RECORD EXTRACTS: Begin

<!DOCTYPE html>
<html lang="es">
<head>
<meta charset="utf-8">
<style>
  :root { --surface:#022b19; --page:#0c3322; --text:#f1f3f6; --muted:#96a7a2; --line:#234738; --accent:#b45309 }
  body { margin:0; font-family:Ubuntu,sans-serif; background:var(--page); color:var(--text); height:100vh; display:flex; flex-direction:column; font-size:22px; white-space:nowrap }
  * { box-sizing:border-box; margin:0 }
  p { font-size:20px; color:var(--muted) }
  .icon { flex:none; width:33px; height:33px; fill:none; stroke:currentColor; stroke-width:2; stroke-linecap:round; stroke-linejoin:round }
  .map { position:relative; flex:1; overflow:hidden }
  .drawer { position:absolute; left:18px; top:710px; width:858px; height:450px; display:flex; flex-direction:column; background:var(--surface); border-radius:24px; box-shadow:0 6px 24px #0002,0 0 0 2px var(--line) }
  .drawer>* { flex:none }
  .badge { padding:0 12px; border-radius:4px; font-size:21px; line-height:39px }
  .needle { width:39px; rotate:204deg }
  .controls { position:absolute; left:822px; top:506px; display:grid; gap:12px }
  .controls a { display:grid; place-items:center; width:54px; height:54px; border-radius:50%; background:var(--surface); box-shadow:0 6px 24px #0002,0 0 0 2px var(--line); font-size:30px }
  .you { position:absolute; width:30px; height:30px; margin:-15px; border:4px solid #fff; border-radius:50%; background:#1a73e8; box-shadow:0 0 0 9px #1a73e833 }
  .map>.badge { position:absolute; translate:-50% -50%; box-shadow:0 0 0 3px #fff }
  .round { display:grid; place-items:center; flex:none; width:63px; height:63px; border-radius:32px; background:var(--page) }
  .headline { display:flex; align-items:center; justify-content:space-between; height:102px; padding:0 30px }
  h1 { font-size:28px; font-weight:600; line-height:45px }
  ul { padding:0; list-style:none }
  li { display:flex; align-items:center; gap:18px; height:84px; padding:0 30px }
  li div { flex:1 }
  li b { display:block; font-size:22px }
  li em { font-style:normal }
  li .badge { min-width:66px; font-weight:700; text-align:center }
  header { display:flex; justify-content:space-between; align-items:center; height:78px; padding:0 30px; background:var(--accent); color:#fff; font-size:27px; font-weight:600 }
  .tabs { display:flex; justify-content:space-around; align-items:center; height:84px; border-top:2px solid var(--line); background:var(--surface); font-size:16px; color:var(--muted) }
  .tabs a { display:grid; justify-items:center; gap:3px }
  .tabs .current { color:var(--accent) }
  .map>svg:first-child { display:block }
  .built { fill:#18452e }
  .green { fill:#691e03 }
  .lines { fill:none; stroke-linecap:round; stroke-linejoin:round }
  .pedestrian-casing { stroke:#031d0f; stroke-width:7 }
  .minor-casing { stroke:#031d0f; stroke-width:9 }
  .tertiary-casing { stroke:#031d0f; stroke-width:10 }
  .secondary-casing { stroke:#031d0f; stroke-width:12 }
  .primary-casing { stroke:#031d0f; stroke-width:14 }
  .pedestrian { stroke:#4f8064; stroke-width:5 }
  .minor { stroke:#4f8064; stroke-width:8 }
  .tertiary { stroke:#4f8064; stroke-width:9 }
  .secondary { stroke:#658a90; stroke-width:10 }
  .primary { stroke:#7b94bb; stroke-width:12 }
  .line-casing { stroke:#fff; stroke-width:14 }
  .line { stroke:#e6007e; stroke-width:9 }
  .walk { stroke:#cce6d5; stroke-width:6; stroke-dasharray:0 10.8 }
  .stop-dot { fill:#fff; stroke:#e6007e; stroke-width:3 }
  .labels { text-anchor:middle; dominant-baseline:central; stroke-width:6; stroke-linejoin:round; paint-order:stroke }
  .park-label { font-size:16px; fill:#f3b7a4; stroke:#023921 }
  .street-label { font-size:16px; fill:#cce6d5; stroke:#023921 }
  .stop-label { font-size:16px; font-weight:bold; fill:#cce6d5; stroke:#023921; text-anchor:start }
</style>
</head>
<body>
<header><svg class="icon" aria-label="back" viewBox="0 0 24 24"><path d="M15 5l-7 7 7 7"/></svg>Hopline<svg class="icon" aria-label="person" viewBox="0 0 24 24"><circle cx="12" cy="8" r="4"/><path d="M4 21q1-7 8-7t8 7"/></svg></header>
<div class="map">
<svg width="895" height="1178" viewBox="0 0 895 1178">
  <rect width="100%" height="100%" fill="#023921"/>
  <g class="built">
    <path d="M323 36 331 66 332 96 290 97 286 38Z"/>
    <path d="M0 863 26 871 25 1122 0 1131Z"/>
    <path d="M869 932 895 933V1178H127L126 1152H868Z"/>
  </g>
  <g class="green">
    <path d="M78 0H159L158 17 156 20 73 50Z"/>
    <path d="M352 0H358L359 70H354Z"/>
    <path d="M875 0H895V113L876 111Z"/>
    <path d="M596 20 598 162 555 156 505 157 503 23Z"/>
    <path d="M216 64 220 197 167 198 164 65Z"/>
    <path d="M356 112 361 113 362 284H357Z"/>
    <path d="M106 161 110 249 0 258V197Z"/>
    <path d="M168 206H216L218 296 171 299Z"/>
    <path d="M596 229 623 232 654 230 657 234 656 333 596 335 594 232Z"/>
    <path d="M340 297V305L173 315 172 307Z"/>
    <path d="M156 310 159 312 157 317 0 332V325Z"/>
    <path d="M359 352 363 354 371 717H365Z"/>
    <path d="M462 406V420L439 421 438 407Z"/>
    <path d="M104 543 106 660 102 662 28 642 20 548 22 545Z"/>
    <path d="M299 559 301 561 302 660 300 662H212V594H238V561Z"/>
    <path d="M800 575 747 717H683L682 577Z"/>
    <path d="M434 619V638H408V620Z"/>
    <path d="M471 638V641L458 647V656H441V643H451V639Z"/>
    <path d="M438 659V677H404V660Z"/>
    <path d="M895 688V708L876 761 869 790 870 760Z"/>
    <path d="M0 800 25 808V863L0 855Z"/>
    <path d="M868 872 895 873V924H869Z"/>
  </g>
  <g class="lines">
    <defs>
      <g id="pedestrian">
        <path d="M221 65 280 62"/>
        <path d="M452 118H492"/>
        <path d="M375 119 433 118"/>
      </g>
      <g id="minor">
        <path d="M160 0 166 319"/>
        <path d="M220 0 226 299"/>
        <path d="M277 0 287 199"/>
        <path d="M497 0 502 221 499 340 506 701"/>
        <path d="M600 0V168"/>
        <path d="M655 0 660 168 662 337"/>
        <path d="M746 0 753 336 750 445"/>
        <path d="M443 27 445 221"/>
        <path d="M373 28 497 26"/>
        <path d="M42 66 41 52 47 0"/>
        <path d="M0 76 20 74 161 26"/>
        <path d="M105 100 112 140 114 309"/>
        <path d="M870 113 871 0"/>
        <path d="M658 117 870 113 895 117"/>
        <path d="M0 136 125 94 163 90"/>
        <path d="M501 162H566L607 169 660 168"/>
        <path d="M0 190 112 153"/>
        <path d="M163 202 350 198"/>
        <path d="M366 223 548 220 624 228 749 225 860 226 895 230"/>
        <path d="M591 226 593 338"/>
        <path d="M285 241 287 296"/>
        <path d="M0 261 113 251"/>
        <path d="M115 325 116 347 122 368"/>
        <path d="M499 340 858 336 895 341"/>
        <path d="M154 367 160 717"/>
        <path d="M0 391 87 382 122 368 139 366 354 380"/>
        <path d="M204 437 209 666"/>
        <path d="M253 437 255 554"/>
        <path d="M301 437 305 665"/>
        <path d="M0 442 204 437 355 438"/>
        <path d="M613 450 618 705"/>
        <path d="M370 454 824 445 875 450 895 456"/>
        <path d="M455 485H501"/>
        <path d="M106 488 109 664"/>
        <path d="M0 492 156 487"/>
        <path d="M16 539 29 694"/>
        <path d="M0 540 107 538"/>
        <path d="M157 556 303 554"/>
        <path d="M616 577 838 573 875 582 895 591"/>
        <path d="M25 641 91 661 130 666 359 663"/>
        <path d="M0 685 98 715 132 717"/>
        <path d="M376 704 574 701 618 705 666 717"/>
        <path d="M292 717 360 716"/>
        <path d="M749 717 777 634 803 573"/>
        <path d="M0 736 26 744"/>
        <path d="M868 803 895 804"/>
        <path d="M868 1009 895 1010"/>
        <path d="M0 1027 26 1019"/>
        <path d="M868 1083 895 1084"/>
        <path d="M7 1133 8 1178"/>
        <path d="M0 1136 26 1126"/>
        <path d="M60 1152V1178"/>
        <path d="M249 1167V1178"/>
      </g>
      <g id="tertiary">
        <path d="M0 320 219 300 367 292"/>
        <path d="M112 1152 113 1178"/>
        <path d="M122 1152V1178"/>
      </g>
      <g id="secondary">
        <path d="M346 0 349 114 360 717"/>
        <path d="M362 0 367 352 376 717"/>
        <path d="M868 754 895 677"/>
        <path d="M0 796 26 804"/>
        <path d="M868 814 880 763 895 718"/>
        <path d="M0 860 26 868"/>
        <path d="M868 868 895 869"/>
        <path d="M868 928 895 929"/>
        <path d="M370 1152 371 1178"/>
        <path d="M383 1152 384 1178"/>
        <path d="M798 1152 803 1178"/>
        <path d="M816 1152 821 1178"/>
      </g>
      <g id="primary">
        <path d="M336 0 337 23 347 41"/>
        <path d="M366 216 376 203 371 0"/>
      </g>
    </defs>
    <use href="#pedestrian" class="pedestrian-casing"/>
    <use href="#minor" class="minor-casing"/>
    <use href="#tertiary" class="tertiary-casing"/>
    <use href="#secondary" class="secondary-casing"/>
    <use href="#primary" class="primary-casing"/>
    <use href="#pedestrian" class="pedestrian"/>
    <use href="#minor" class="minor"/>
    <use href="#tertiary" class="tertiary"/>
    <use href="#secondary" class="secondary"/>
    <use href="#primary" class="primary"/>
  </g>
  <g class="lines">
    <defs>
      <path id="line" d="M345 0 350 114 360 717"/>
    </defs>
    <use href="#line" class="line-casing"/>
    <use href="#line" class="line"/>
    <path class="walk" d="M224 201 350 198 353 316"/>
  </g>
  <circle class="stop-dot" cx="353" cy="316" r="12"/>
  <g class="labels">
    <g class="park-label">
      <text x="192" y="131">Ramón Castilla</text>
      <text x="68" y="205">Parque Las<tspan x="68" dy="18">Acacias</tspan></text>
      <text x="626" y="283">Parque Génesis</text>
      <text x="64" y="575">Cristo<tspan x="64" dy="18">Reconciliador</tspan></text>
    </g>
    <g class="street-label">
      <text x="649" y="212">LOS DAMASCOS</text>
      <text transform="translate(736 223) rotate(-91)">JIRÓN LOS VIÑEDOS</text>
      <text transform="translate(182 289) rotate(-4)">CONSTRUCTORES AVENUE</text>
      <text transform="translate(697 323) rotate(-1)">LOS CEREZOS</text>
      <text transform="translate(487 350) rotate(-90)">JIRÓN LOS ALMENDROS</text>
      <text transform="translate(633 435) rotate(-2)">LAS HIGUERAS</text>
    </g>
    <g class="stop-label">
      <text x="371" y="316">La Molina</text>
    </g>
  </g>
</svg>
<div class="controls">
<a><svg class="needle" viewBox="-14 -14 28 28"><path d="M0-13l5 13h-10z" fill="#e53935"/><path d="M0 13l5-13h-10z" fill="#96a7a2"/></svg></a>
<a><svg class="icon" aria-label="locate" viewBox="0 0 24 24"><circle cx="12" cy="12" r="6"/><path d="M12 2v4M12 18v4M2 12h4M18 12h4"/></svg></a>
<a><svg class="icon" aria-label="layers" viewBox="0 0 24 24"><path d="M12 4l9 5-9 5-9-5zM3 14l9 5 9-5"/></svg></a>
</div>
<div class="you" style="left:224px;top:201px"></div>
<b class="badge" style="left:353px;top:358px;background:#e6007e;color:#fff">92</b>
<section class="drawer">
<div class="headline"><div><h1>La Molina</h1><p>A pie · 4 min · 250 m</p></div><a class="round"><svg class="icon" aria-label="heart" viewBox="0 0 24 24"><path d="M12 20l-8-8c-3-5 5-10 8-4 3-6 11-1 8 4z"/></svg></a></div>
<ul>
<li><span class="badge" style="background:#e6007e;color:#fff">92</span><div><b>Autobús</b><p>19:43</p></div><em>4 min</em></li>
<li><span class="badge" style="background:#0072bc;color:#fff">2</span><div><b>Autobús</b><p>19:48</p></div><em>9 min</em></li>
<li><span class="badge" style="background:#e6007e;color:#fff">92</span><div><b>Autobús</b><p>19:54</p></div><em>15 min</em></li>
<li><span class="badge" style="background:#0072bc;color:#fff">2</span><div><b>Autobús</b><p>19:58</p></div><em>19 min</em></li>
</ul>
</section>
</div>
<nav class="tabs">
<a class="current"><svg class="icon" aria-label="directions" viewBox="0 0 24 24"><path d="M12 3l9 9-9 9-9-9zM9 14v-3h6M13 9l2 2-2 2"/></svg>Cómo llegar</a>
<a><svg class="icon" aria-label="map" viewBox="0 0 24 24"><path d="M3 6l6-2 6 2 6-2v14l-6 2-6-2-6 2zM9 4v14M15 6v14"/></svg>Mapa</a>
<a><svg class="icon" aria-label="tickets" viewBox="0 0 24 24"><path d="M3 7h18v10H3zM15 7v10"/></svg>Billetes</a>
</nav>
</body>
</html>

RECORD EXTRACTS: End

WHAT YOU WILL DO = Take the lines above from the one containing "padding:0 12px; border-radius:4px;" to the one containing "position:absolute; width:30px; height:30px;" and retype them exactly, both ends included, with nothing added.

TASK OUTPUT =
  .badge { padding:0 12px; border-radius:4px; font-size:21px; line-height:39px }
  .needle { width:39px; rotate:204deg }
  .controls { position:absolute; left:822px; top:506px; display:grid; gap:12px }
  .controls a { display:grid; place-items:center; width:54px; height:54px; border-radius:50%; background:var(--surface); box-shadow:0 6px 24px #0002,0 0 0 2px var(--line); font-size:30px }
  .you { position:absolute; width:30px; height:30px; margin:-15px; border:4px solid #fff; border-radius:50%; background:#1a73e8; box-shadow:0 0 0 9px #1a73e833 }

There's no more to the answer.